(Why) Yesterday Was a Very Good Day for America’s Democracy
When the Sleeping Giant of a Democracy Finally Begins to Wake Up — Watch Out

Yesterday was that rarest of thing in recent times: a very good day for America. For American democracy. Which, like it or not, sets the tone for the world’s. First, there was the arraignment of Donald Trump — replete with perp walk, live and in Technicolor. Then, in Wisconsin, a crucial seat on the state Supreme Court was won by a sane woman, and lost by a Trumpist election denying fanatic. And in Chicago, a fierce progressive won the crucial mayor’s race.
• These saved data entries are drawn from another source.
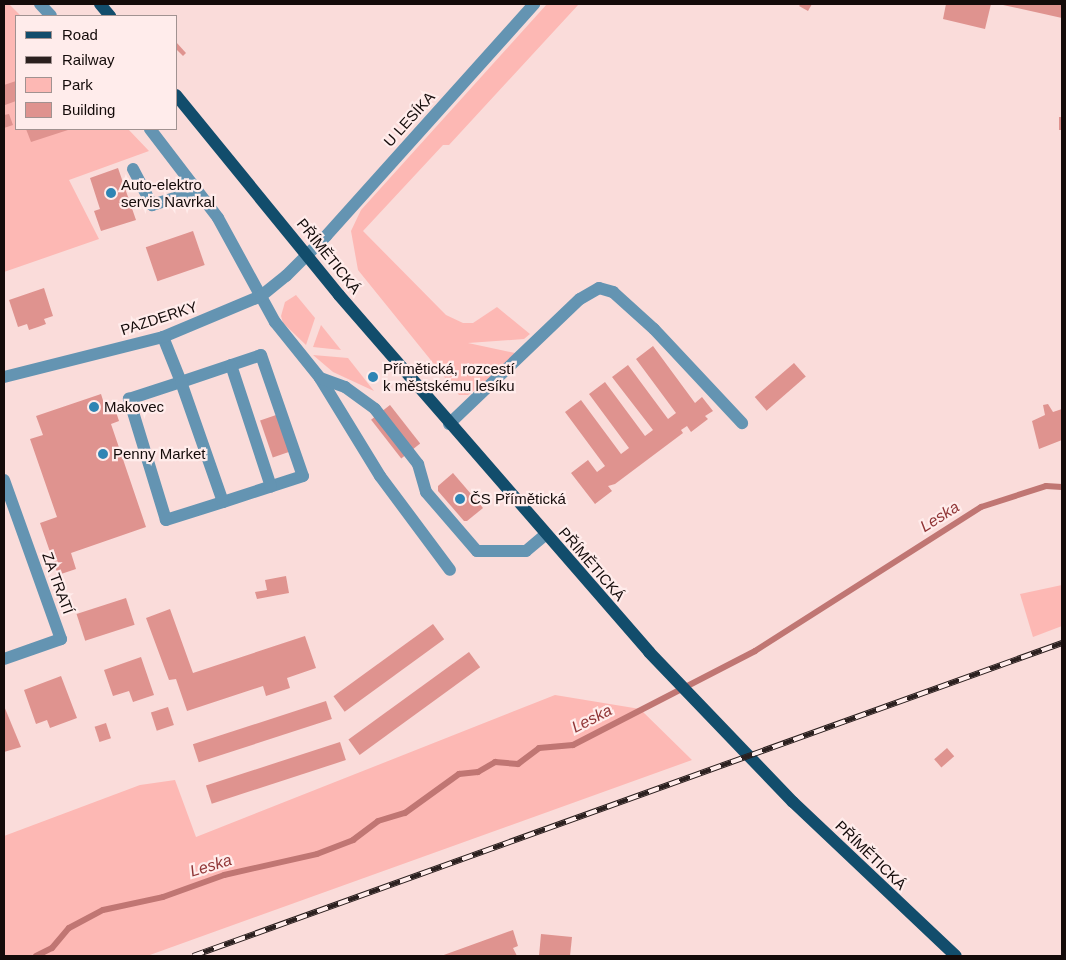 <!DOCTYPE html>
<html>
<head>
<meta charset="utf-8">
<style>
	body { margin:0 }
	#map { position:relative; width:1066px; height:960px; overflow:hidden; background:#fadcda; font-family:Helvetica,sans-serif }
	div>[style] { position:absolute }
	.green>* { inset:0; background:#fdb8b4 }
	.stream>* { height:6px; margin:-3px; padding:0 3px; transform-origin:3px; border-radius:3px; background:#c07673 }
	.building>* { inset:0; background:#df938f; transform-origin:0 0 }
	.minor>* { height:12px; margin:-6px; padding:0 6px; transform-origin:6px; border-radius:6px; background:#6494b2 }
	.major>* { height:12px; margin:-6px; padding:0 6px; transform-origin:6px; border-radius:6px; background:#124d6c }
	.rail>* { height:5.5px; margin-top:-2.75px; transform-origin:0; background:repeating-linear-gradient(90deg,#ffeceb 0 11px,#2b201f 0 22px); box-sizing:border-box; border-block:1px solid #2b201f }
	.dots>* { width:14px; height:14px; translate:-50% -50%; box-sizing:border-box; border:2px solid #ffeceb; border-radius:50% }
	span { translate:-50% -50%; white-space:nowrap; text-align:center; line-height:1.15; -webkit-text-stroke:4.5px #ffeceb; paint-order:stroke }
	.street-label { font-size:15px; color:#140b0a }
	.poi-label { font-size:15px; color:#140b0a }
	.left { translate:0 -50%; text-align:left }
	.water-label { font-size:16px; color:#903536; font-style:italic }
	.frame { position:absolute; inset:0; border:5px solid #140b0a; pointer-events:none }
	.legend { position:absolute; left:15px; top:15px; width:162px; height:115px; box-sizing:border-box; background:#ffeceb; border:1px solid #a19291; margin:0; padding:6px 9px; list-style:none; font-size:15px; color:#140b0a }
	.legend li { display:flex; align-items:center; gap:10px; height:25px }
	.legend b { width:25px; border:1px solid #a19291 }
</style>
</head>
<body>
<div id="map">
	<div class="green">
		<div style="clip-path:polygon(4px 4px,9px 4px,21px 16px,16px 16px,16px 129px,128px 129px,149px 151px,69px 180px,99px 239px,4px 272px)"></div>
		<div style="clip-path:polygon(547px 4px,579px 4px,449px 145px,443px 145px,363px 231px,446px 315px,463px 323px,473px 323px,497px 307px,530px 334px,524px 339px,468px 343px,515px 353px,484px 384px,468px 395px,459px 395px,358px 270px,351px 231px,361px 210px)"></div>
		<div style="clip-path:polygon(296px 295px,315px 318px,306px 345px,283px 323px,281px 316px,285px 302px)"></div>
		<div style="clip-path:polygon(321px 325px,341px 350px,313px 347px)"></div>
		<div style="clip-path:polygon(313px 355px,348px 358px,374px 391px,333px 372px)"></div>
		<div style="clip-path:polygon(1062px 585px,1062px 626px,1033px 637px,1020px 594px)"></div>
		<div style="clip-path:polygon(555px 695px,640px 709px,692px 760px,147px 956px,4px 956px,4px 836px,140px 785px,175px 780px,196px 837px)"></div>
	</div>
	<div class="stream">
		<div style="left:36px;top:956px;width:18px;rotate:-27deg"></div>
		<div style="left:52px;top:948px;width:26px;rotate:-50deg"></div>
		<div style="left:69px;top:928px;width:38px;rotate:-28deg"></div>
		<div style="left:103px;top:910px;width:61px;rotate:-12.2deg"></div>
		<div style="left:163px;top:897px;width:65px;rotate:-19.8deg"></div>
		<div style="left:224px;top:875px;width:95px;rotate:-12.7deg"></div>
		<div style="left:317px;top:854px;width:39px;rotate:-21deg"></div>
		<div style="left:353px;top:840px;width:31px;rotate:-37deg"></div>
		<div style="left:378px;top:821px;width:28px;rotate:-17deg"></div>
		<div style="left:405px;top:813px;width:67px;rotate:-35.8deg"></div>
		<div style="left:459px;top:774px;width:19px;rotate:-6deg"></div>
		<div style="left:478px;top:772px;width:20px;rotate:-30deg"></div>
		<div style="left:495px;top:762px;width:23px;rotate:5deg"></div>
		<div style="left:518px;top:764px;width:26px;rotate:-37deg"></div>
		<div style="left:539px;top:748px;width:34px;rotate:-5deg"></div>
		<div style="left:573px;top:745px;width:205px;rotate:-27.3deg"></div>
		<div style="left:755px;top:651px;width:268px;rotate:-32.5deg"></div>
		<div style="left:981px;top:507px;width:68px;rotate:-17.9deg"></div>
		<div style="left:1046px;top:486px;width:16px;rotate:4deg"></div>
	</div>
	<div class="building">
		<div style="clip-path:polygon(801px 4px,812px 4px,808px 11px,799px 6px)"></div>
		<div style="clip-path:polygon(946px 4px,991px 4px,985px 29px,943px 19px)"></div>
		<div style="clip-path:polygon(1003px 4px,1062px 4px,1062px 18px,1003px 5px)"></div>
		<div style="clip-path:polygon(176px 42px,186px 53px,183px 56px,176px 49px)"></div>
		<div style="clip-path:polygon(16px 81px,16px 101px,5px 105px,4px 85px)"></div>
		<div style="clip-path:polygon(9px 114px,13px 125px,4px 128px,4px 115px)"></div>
		<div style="left:1059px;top:117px;width:3px;height:13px"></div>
		<div style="clip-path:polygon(26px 129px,71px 129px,31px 142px)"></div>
		<div style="clip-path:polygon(118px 168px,136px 220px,101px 231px,94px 211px,100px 209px,90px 178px)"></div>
		<div style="left:193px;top:231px;width:36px;height:50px;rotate:71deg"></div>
		<div style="clip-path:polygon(44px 288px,53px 316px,44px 319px,46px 324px,38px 327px,29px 330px,27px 324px,18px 327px,9px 300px)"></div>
		<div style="clip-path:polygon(653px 346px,695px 403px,702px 397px,713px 411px,705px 416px,708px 419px,691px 432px,687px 426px,681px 430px,683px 433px,615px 484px,608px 486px,612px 491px,595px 504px,571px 473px,588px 460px,597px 472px,605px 466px,565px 412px,581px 400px,621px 454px,629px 448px,589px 394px,605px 382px,645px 436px,653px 430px,612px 377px,628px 365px,668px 419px,676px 413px,636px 359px)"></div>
		<div style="left:794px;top:363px;width:18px;height:52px;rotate:49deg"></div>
		<div style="clip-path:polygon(101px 394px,107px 413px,120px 410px,116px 412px,119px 421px,111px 424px,146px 527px,71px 553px,76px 569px,58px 575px,40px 523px,57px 517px,30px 439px,43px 435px,36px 416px)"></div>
		<div style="clip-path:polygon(1048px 404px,1053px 412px,1062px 409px,1062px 440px,1039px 449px,1032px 421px,1045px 415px,1043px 405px)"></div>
		<div style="left:390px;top:405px;width:49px;height:24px;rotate:52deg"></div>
		<div style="left:279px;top:414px;width:39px;height:20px;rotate:71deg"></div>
		<div style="clip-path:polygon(453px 473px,483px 508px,467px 521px,464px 521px,438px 491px,438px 486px)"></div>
		<div style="clip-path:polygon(286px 576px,289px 593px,257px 599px,255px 592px,267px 590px,265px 580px)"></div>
		<div style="left:126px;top:598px;width:28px;height:52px;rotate:72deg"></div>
		<div style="clip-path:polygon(170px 609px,193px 673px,305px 636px,316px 668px,287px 678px,290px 688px,266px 696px,263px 686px,187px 711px,176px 679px,169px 680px,146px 618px)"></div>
		<div style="left:433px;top:624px;width:19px;height:123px;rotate:54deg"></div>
		<div style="left:469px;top:652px;width:19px;height:149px;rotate:54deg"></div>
		<div style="clip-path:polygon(141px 657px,154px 695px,133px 702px,129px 691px,113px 696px,104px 670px)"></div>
		<div style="clip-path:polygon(61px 676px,77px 718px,50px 728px,47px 720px,36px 724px,24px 690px)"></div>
		<div style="left:326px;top:701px;width:19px;height:140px;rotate:72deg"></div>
		<div style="clip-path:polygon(4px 706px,21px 747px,4px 752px)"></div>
		<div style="left:168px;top:707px;width:19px;height:18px;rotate:72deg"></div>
		<div style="left:106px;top:723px;width:16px;height:12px;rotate:72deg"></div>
		<div style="left:340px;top:742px;width:19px;height:141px;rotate:72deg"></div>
		<div style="left:947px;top:748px;width:11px;height:17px;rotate:49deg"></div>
		<div style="clip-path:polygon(513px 930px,518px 946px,513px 948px,517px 956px,441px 956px)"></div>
		<div style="clip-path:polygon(541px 934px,572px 937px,570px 956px,539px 956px)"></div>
	</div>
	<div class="minor">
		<div style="left:40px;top:4px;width:16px;rotate:47deg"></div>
		<div style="left:150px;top:129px;width:112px;rotate:52.6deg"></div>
		<div style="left:218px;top:218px;width:119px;rotate:61.3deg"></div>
		<div style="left:275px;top:322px;width:72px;rotate:51.2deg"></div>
		<div style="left:320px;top:378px;width:115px;rotate:58.5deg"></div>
		<div style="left:380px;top:476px;width:117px;rotate:53.3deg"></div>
		<div style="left:133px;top:169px;width:41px;rotate:62.2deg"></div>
		<div style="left:152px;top:205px;width:34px;rotate:-17deg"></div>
		<div style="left:184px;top:195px;width:15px;rotate:-32deg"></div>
		<div style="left:163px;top:337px;width:48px;rotate:68.2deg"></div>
		<div style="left:181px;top:382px;width:84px;rotate:-18.6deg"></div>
		<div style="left:261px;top:355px;width:128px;rotate:70.9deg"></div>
		<div style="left:303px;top:476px;width:84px;rotate:162deg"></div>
		<div style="left:223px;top:502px;width:60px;rotate:162.5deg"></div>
		<div style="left:166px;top:520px;width:127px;rotate:-107deg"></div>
		<div style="left:129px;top:399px;width:55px;rotate:-18.1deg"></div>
		<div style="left:181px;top:382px;width:127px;rotate:70.7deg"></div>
		<div style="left:231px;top:365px;width:128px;rotate:71.8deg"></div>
		<div style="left:4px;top:377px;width:164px;rotate:-14.1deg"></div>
		<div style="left:163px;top:337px;width:106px;rotate:-22.7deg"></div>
		<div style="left:261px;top:296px;width:32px;rotate:-39deg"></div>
		<div style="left:286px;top:276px;width:57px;rotate:-45deg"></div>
		<div style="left:326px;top:236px;width:312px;rotate:-48.1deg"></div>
		<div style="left:320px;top:378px;width:27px;rotate:20deg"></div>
		<div style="left:345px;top:387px;width:37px;rotate:36deg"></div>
		<div style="left:375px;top:409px;width:70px;rotate:52deg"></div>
		<div style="left:418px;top:464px;width:29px;rotate:74deg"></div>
		<div style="left:426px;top:492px;width:78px;rotate:49.2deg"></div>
		<div style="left:477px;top:551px;width:49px"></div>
		<div style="left:526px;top:551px;width:25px;rotate:-40deg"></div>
		<div style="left:449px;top:424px;width:181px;rotate:-43.7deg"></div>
		<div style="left:580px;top:299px;width:22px;rotate:-30deg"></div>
		<div style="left:599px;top:288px;width:15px;rotate:16deg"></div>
		<div style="left:613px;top:292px;width:55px;rotate:42.1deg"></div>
		<div style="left:654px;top:329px;width:129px;rotate:46.9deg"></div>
		<div style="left:4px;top:480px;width:169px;rotate:70.3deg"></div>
		<div style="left:61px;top:639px;width:60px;rotate:160.7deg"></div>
	</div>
	<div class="major">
		<div style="left:100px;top:4px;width:16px;rotate:50deg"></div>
		<div style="left:176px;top:95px;width:258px;rotate:50.8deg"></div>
		<div style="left:339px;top:295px;width:473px;rotate:49deg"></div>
		<div style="left:649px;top:652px;width:208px;rotate:46.2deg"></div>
		<div style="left:793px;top:802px;width:224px;rotate:43.4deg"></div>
	</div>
	<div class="rail">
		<div style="left:193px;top:956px;width:924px;rotate:-19.81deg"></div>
	</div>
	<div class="dots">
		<div style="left:111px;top:193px;background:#2f85b4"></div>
		<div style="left:373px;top:377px;background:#2f85b4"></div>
		<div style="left:94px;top:407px;background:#2f85b4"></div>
		<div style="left:103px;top:454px;background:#2f85b4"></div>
		<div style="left:460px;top:499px;background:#2f85b4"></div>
	</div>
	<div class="street-label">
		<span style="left:409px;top:119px;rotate:-48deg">U LESÍKA</span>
		<span style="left:329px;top:256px;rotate:51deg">PŘÍMĚTICKÁ</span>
		<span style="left:159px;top:318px;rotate:-18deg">PAZDERKY</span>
		<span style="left:592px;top:564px;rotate:49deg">PŘÍMĚTICKÁ</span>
		<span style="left:58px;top:583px;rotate:70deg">ZA TRATÍ</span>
		<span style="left:871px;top:855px;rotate:44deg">PŘÍMĚTICKÁ</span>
	</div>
	<div class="poi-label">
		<span class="left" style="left:121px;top:193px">Auto-elektro<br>servis Navrkal</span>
		<span class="left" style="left:383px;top:377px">Přímětická, rozcestí<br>k městskému lesíku</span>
		<span class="left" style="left:104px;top:407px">Makovec</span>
		<span class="left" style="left:113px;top:454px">Penny Market</span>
		<span class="left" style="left:470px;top:499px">ČS Přímětická</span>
	</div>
	<div class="water-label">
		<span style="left:940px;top:517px;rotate:-32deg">Leska</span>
		<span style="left:592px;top:719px;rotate:-27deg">Leska</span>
		<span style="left:211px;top:866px;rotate:-17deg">Leska</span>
	</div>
	<div class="frame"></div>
	<ul class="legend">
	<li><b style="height:6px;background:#124d6c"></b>Road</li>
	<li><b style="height:6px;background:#2b201f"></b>Railway</li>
	<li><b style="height:14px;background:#fdb8b4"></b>Park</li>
	<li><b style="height:14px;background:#df938f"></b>Building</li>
	</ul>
</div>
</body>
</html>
Cause for celebration? A resounding yes. Because there’s more to to all this than there might seem to the eye. Especially the jaded eye of cable news pundits and newspaper columnists. Let me tell you the story my way.
American democracy’s still in grave peril. That same day, some pretty frightening things happened, too. In Tennessee, the House moved to expel…three Democratic members…for…calling for gun control. To cries of fascism. With shoves and physical violence. This comes just after, of course, yet another massacre at a school. Meanwhile, in Florida, DeSantis continues his assault on democracy — about to ban abortions at six weeks, which is before, of course, many women know they’re pregnant. It’s in this context of peril that yesterday matters.
How do you arrest the slide of a democracy into authoritarianism, theocracy, fascism? It’s not easy. It’s a subtle and complex thing. And most of all, it goes like this: the sleeping giant of a democracy wakes up.
Waking up the sleeping giant of a democracy is difficult, and even hard to notice, sometimes. Because while the fanatics who want to undo democracy attack it in a blitzkrieg fashion — lightning speed, unrelenting assault, like DeSantis, Trump, or textbook figures like Mussolini and Stalin — a democracy wakes up slowly. Like a person in a deep, deep sleep, a democracy is roused in fits and starts. But when, finally, it awakes, there is nothing more dangerous to the fanatics and lunatics who want to undo it.
Is that what began to happen yesterday? Like I said, let me tell you the story my way. There I was, standing at the little cafe, in my little town, just sipping my coffee, and sneaking a cigarette. A man in a wheelchair wheeled towards me. “Could you give me a light?” he asked. Sure, I said amiably. We began talking. He began talking. About how happy he felt that Trump was being arraigned. How he’d just watched it. A couple of old ladies joined us. Broad, fierce smiles on their faces. Then a dad and his kid did. Suddenly, I realized, we were having something like…a little street party…celebrating the indictment of Donald Trump.
Now, that’s not normal. In my little town? If you talk to people, it’s about three things. The weather, dogs, and traffic, in that order. Politics? Never. It’s just not done. So for a group of random strangers to get together…and celebrate…is remarkable. Unusual, to say the least. For them all to feel the same thing?
What does it feel like when a slumbering democracy begins to wake up? A certain electricity flows through society. It’s rare — incredibly rare — to feel this in America. In other places, you feel it all the time. Take France, where protests about as common as a good coffee, which is to say, ubiquitous. The electricity never stops flowing, and sometimes, often, it’s tiring. But in America, it’s become rarer and rarer over the years to feel that electricity. That excitement.
Fighting the decay of a democracy isn’t just about lawsuits and procedures, though those are important. What’s more important — and this will be a controversial point — is feelings. But give me a second to teach you why.
What do I mean, precisely, by electricity? Well, at that little cafe, social bonds were formed. A sense of confidence was had. Trust between people flowed again. Smiles and laugher and happiness were had. All these, between different kinds of people — me, the brown dude, the guy in the wheelchair, the old ladies, the dad and the kid. It was a portrait of democracy.
Now consider what fascists do — and why they do it. They intimidate. They terrorize. They threaten — just like Trump’s minions immediately, foolishly, shared pictures of the judge’s daughter. You can see that intimidation literally everywhere now. Marjorie Taylor Greene is invited on 60 Minutes and smears everyone the lunatics don’t like, teachers, parents, gay people, as “pedophiles.” DeSantis bullies, LOL, kids. Parents. Families.
The fundamental tactic of fascism is intimidation. Think about how Trump is basically never-ending reel of threats, gaslighting, playing the victim, and revenge fantasies. Think of how the strategy that his movement uses is to cow people into submission and silence.